The warfighting environment for the Soldiers of the future, he said, "will be extremely austere. Water, chow, ammo, fuel, maintenance and medical support will be all that we should plan for." Soldiers will no longer be able to count on comforts like fast food and showers.
"Being surrounded will become the norm, the routine, the life of a unit in combat," he said. "In short, learning to be comfortable with being seriously miserable every single minute of every single day will have to become a way of life for an Army on the battlefield that I see coming."
Even the meager resupply will be different. Soldiers might , in some cases, be expected to produce water for themselves, Milley said, or even devise replacement parts for their gear with 3D printing. When lines of communication are open, a robotic supply convoy might be "the only acceptable method of supply that we can get to forward troops."
Milley described the battlefield of the future as non-linear and predicted that friendly forces may face significant geographic dispersion.

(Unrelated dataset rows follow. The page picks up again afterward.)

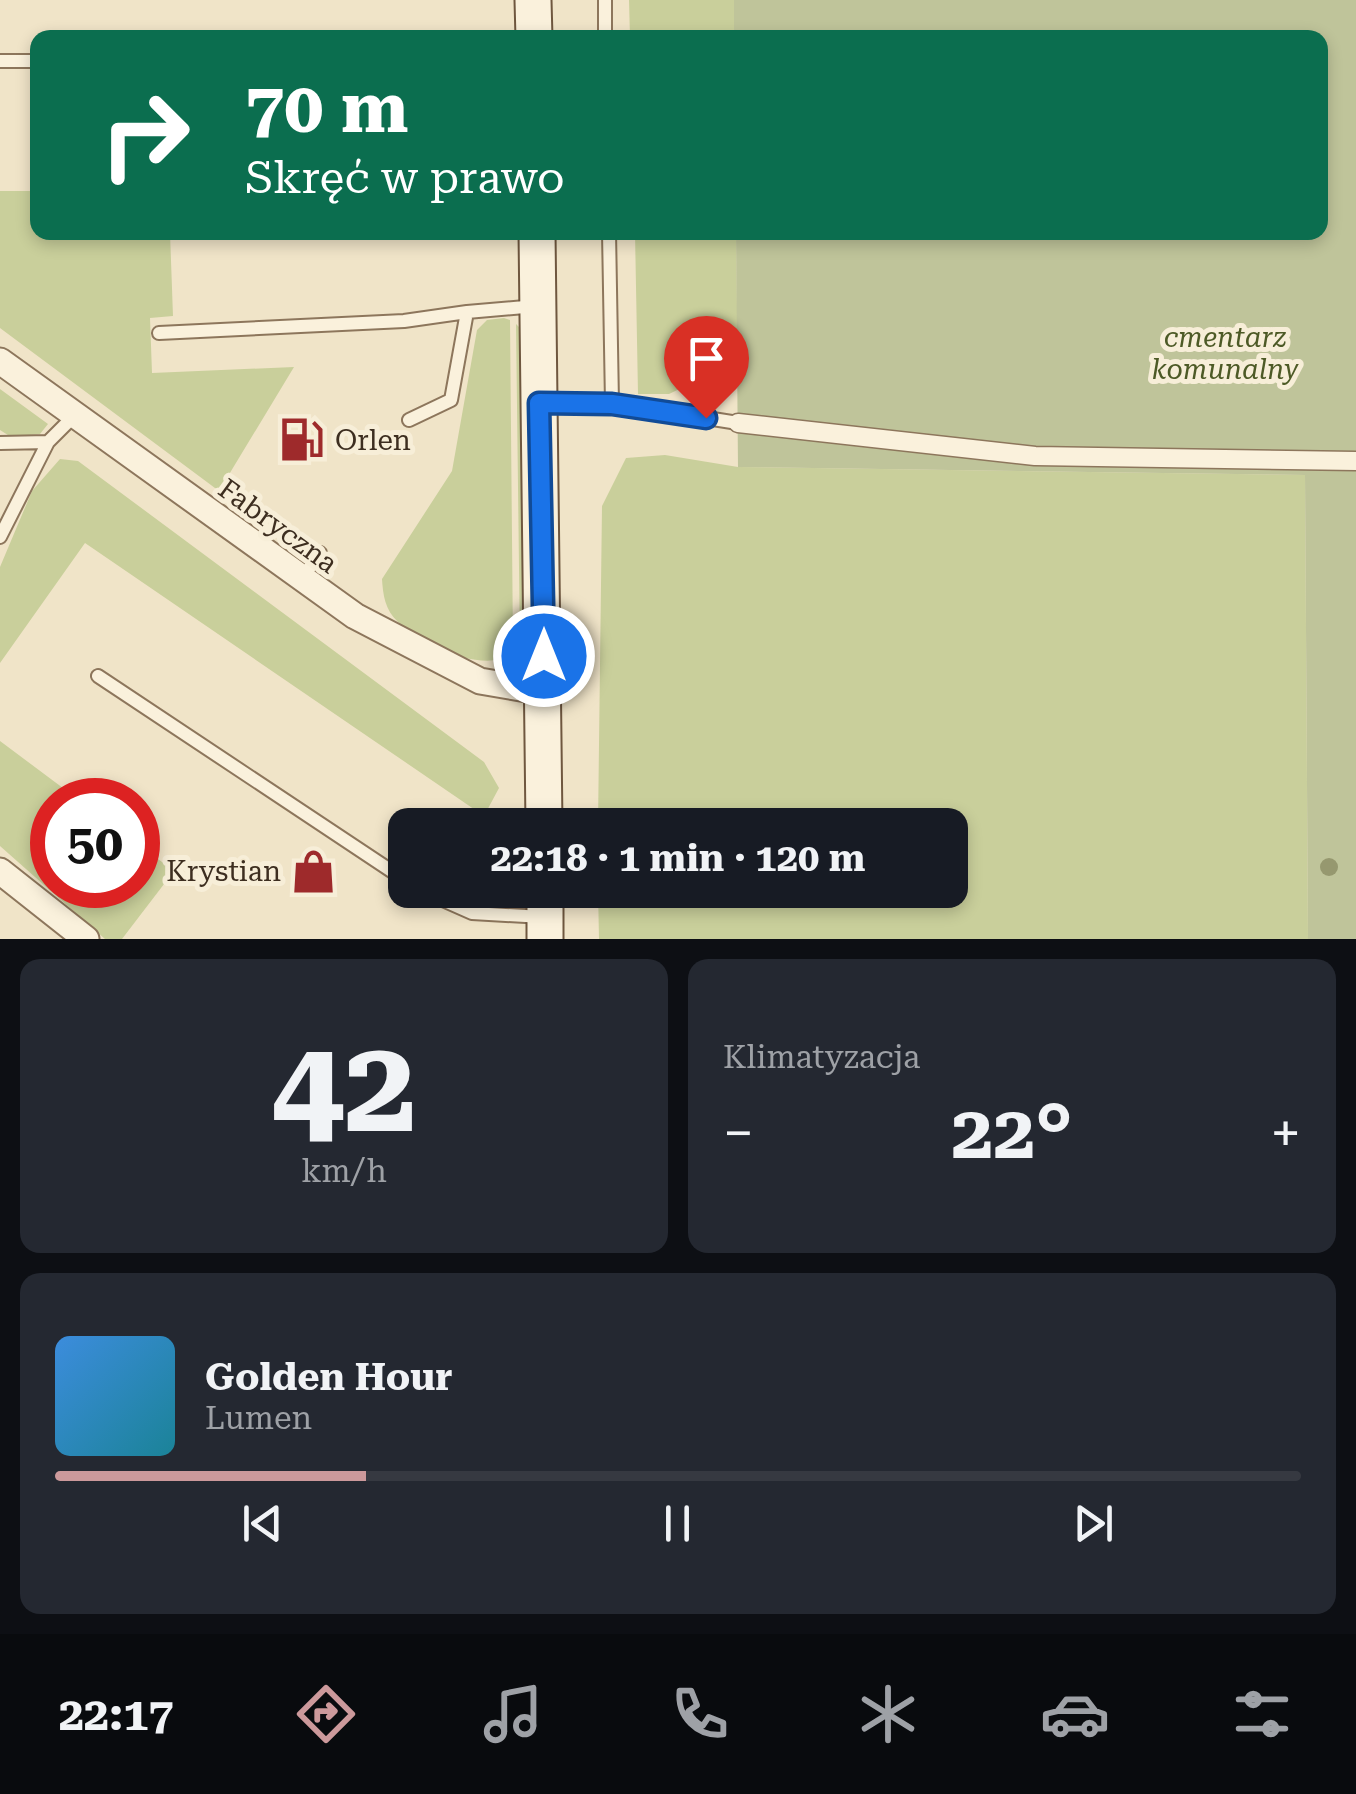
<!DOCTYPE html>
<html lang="pl">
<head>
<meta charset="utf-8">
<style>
  :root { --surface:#171b24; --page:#242831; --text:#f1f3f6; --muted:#9ea1a6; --line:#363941; --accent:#cc999b }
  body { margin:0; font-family:"Roboto Serif",serif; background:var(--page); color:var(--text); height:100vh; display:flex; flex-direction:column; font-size:38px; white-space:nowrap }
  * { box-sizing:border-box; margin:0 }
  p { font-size:32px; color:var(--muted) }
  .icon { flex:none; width:55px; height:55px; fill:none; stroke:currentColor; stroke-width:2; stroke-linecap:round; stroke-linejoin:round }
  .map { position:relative; height:939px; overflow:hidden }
  .details { display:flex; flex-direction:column; gap:20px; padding:20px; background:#0d0f14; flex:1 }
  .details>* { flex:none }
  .hud { position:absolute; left:30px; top:30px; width:1298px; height:210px; border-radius:20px; box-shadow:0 5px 15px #0003; background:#0b6e4f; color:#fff; overflow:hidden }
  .speed { position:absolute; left:30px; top:778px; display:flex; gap:20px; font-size:50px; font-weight:700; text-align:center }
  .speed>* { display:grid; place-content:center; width:130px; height:130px; border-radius:50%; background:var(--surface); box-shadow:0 5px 15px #0003; line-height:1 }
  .speed .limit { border:15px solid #d22; background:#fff; color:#111 }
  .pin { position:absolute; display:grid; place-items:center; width:85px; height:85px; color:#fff; margin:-102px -42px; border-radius:50% 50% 50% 0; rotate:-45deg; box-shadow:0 0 10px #0007 }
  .pin .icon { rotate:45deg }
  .me { position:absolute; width:110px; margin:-55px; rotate:0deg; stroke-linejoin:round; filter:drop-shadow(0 0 8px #0008) }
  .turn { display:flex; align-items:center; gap:35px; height:210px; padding:0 50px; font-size:45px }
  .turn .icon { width:130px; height:130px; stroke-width:2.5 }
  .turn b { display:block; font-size:70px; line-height:85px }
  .big { font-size:75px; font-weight:700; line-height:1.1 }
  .details .tile { flex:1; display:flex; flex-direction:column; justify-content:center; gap:15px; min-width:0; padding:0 35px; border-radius:20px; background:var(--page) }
  .details .dial { align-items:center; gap:0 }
  .dial b { font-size:130px; line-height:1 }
  .song { display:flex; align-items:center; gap:30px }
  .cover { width:120px; height:120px; border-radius:15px; background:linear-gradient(135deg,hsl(210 70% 55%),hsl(190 70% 35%)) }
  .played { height:10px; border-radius:5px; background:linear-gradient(90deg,var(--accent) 25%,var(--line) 25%) }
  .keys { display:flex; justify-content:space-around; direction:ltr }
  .heat { display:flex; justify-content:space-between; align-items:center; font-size:55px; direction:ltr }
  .details .tiles { flex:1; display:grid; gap:20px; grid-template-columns:1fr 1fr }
  .tile:last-child { grid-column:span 2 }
  .trip { position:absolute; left:388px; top:808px; width:580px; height:100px; border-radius:20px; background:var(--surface); box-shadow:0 5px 15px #0003; font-weight:700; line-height:100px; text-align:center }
  .tabs { display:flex; height:160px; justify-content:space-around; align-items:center; background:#090b0e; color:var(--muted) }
  .tabs .icon { width:70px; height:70px }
  .tabs .active { color:var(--accent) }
  .tabs b { font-size:45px; color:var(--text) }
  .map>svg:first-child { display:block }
  .green { fill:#c9cf9b }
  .cemetery { fill:#bfc49a }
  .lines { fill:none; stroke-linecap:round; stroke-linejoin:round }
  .service-casing { stroke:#8d765c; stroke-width:16 }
  .pedestrian-casing { stroke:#8d765c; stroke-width:21 }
  .minor-casing { stroke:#8d765c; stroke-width:29 }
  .secondary-casing { stroke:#6f573f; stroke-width:39 }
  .service { stroke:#faf1dc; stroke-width:12 }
  .pedestrian { stroke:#faf1dc; stroke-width:18 }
  .minor { stroke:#faf1dc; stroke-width:25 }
  .secondary { stroke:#faf1dc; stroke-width:35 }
  .tree { fill:#96986f }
  .route-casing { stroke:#114b97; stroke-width:25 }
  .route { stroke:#1a73e8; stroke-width:18 }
  .labels { text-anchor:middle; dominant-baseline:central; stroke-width:10; stroke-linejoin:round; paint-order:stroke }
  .park-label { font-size:28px; font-style:italic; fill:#4d5a26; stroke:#f7eed8 }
  .poi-label { font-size:28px; fill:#3d2e20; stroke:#f7eed8; text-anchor:start }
  .street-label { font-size:28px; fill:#3d2e20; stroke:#f7eed8 }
</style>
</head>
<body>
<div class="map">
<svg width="1356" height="939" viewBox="0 0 1356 939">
  <rect width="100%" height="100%" fill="#f0e4c8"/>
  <path class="green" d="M629,0H734V37H630Z
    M0,191H37L38,232L170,233L173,316L150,318L152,373L294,367L219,491L0,328Z
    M635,233H736L738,379L694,382L669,394H638Z
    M504,318L510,320L513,646L511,655C481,673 422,645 398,622C385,610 383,595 382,579L452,471L477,330L487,320Z
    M516,324L525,333V642L520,648Z
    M0,389L48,424L40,434L11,437L0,430Z
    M665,455L738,467L1305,475L1308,939H599L598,890H950V825H598L602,506L626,458Z
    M60,459L78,461L484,762L499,788L484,816L85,543L0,663V567L32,491Z
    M0,741L79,800H52V885H138V844L174,871L122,939H105L0,846Z"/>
  <path class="cemetery" d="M734,0H1356V939H1308L1305,475L738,467L736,233L1320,232V38L734,37Z"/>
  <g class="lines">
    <defs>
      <path id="service" d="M605,0V38
        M0,61H38
        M609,232L612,403
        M159,333L404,321L467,312
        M542,403H612L738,423
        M409,420L451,400L467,312L536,306
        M0,443L48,442L74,416
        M0,537L48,442
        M301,580L320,553
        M98,676L405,880
        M420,890L472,913L543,917"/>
      <path id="pedestrian" d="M738,423L1035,456L1356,461"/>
      <path id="minor" d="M0,361L355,616L480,681L544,692
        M0,871L86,939"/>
      <path id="secondary" d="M533,0L534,38
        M537,232L544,825
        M545,890V939"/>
    </defs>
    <use href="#service" class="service-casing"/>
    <use href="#pedestrian" class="pedestrian-casing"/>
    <use href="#minor" class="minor-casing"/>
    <use href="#secondary" class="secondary-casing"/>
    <use href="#service" class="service"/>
    <use href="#pedestrian" class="pedestrian"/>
    <use href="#minor" class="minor"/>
    <use href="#secondary" class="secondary"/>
  </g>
  <circle class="tree" cx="1329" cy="867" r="9"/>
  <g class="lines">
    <defs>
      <path id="route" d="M544,656L539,403L612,404L706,418"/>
    </defs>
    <use href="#route" class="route-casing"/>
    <use href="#route" class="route"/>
  </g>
  <defs>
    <symbol id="fuel-bare" viewBox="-9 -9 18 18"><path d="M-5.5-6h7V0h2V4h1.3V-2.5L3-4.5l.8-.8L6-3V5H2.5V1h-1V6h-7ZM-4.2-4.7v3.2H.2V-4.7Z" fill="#9e2a2b" stroke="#f7eed8" stroke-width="2.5" paint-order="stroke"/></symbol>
    <symbol id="shop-bare" viewBox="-9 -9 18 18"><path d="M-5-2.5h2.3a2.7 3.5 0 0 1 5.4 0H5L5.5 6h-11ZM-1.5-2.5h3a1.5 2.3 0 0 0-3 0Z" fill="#9e2a2b" stroke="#f7eed8" stroke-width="2.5" paint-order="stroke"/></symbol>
  </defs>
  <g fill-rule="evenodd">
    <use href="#fuel-bare" x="270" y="408" width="63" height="63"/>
    <use href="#shop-bare" x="282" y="840" width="63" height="63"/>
  </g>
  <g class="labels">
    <g class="park-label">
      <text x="1225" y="337">cmentarz<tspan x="1225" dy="32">komunalny</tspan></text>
    </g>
    <g class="poi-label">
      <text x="335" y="440">Orlen</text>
      <text x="281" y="871" text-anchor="end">Krystian</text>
    </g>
    <g class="street-label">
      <text transform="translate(278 526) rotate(36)">Fabryczna</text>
    </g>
  </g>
</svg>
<div class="speed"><div class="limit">50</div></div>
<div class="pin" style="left:706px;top:418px;background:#d93025"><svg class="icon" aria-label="arrive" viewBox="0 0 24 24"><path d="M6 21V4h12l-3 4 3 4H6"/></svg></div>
<svg class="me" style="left:544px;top:656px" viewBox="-20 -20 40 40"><circle r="17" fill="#1a73e8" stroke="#fff" stroke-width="3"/><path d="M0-11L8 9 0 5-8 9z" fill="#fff"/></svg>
<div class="trip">22:18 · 1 min · 120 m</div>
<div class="hud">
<div class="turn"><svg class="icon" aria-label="right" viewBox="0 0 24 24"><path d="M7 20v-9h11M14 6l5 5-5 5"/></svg><div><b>70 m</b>Skręć w prawo</div></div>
</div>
</div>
<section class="details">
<div class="tiles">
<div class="tile dial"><b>42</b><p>km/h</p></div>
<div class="tile"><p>Klimatyzacja</p>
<div class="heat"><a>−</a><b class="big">22°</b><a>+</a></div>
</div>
<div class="tile">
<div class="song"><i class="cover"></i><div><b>Golden Hour</b><p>Lumen</p></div></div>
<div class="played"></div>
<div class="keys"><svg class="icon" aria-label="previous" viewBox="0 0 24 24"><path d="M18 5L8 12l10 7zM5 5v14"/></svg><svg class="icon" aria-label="pause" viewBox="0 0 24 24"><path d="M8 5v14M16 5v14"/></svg><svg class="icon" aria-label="next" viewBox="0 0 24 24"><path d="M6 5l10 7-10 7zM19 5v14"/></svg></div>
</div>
</div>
</section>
<nav class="tabs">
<b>22:17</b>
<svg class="icon active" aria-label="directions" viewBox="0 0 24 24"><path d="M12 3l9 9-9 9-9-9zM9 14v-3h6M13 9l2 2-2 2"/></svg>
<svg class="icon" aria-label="music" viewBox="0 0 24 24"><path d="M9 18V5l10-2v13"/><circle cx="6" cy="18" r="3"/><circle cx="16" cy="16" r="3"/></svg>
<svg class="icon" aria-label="phone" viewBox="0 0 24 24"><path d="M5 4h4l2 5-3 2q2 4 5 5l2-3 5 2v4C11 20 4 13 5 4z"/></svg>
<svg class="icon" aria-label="climate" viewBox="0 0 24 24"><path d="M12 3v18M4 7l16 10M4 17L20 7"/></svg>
<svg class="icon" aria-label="car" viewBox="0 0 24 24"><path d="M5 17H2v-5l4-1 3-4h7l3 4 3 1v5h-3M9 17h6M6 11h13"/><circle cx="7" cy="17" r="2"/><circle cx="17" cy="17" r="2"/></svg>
<svg class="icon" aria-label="filters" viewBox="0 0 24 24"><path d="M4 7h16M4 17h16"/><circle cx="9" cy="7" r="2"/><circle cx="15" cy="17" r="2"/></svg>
</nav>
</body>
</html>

"This type of battlefield will place a very high premium on independent, relatively small formations that are highly lethal and linked to very long-range precision fires," he said. "Our formations will come under enemy fixed-wing, rotary-wing, [unmanned aerial vehicle] and missile attack on a routine basis."
Ground forces will no longer be able to depend on the dominance of the air provided by another service, but instead, "units are going to have to be combined arms, multi-domain capable."
"We will still have to fight and destroy land-based enemy units and seize terrain," Milley continued, "but the Army ... we're going to sink ships. And we're definitely going to have to dominate the airspace above our units from hostile air or missile attack. This is going to require sophisticated air defense capabilities that are not currently in our unit inventories."
And there will be somewhat of a role reversal as well, he said. Land-based forces will need to penetrate denied areas to assist air and naval forces, which is "the exact opposite of what we have done for the past 70 years, where air and naval forces have enabled ground forces."
Will the Army be able to achieve the changes Milley predicts? He thinks so.
"We're the United States Army," he said. "And our enemies need to know these colors don't run from tough fights. We will adapt and we will evolve our current force. But in the end, we will win. That much I can tell our enemies ... They can take it to the bank."